Bitte beachten Sie, daß Sie unseren technischen Kundendienst für Fremdhardware nicht in Anspruch nehmen können. Wir empfehlen deshalb dringend, die Hardware von einem seriösen, leistungsfähigen, ortsansässigen Händler zu erwerben, der auch in der Lage ist, die Geräte nach dem Kauf optimal zu betreuen. Insbesondere die Reaktionszeit bei Rechnerausfällen sollte hinreichend kurz sein.

Wir warnen dringend davor, die Rechner aus Kostengründen in Supermärkten, bei Versandhändlern oder ähnlichen Computer-Märkten zu kaufen. Der sogenannte "Vor-Ort-Service", der hier üblicherweise mit angeboten wird, funktioniert in der Regel nur sehr mangelhaft bis gar nicht, und oft nur mit erheblichen Warte- und Ausfallzeiten. Hinzu kommt, dass vor allem bei Festplattendefekten meist nur die Festplatte oder das komplette Gerät ausgetauscht werden, so dass am Ende (in der Regel nach mehreren Wochen) dann zwar wieder ein funktionsfähiger Rechner in der Praxis steht, auf dem aber leider MEDISTAR und alles andere nicht mehr vorhanden ist.

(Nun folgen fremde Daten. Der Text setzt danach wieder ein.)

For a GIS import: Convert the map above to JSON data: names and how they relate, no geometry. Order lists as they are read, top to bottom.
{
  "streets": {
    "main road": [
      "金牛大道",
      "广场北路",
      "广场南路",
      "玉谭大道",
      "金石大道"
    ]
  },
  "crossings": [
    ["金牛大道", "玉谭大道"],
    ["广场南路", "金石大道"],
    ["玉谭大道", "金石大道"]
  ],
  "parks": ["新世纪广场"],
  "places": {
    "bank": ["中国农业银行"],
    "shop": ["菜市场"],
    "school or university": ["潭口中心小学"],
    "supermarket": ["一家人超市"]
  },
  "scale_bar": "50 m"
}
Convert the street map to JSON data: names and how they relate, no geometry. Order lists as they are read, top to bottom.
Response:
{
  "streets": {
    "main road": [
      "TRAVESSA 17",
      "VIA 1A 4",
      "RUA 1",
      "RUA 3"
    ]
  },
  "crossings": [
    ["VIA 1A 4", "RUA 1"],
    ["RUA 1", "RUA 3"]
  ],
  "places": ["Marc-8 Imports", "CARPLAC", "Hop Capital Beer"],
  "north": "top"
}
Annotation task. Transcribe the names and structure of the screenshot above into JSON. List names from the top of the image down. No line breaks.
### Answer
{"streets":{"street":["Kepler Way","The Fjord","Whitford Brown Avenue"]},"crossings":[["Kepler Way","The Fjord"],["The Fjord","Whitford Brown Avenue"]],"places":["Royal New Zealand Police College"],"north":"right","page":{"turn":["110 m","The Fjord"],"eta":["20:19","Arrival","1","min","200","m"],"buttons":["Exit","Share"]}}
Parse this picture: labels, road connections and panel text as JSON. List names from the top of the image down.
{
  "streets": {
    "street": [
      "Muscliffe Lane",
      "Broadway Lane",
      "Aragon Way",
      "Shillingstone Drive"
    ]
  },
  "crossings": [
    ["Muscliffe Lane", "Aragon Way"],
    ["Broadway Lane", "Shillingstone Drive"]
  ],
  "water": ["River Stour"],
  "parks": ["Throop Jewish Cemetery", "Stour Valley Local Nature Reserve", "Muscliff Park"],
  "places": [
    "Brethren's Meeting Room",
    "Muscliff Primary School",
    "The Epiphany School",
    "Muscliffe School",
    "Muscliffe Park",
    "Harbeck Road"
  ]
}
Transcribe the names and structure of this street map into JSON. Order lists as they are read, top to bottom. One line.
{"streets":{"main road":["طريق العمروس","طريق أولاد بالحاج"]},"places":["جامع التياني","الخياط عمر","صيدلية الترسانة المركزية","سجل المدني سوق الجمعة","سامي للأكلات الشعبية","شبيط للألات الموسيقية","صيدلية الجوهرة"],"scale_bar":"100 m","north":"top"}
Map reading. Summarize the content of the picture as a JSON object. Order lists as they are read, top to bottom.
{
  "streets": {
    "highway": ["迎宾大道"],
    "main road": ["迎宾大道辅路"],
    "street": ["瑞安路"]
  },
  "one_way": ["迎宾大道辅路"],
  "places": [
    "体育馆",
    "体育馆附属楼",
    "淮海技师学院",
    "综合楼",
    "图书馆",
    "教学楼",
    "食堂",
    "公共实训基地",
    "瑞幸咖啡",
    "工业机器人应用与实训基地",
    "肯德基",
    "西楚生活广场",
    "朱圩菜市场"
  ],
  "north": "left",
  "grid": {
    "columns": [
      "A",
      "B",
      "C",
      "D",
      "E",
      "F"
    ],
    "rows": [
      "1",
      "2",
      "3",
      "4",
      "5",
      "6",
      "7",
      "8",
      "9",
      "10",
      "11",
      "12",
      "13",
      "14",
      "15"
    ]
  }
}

Zu guter Letzt noch ein Zitat von John Ruskin (englischer Sozialreformer, 1819 - 1900): "Es gibt kaum etwas auf dieser Welt, das nicht irgendjemand ein wenig schlechter machen und etwas billiger verkaufen könnte, und die Menschen, die sich nur am Preis orientieren, werden die gerechte Beute solcher Machenschaften. Es ist unklug, zu viel zu bezahlen, aber es ist noch schlechter, zu wenig zu bezahlen. Wenn wir zu viel bezahlen, verlieren wir etwas Geld, das ist alles. Wenn wir dagegen zu wenig bezahlen, verlieren wir manchmal alles, da der gekaufte Gegenstand die ihm zugedachte Aufgabe nicht erfüllen kann. - Das Gesetz der Wirtschaft verbietet es, für wenig Geld viel Wert zu erhalten. Nehmen wir das niedrigste Angebot an, müssen wir für das Risiko, das wir eingehen, etwas hinzurechnen. Und wenn wir das tun, dann haben wir auch genug Geld, um etwas Besseres zu bezahlen."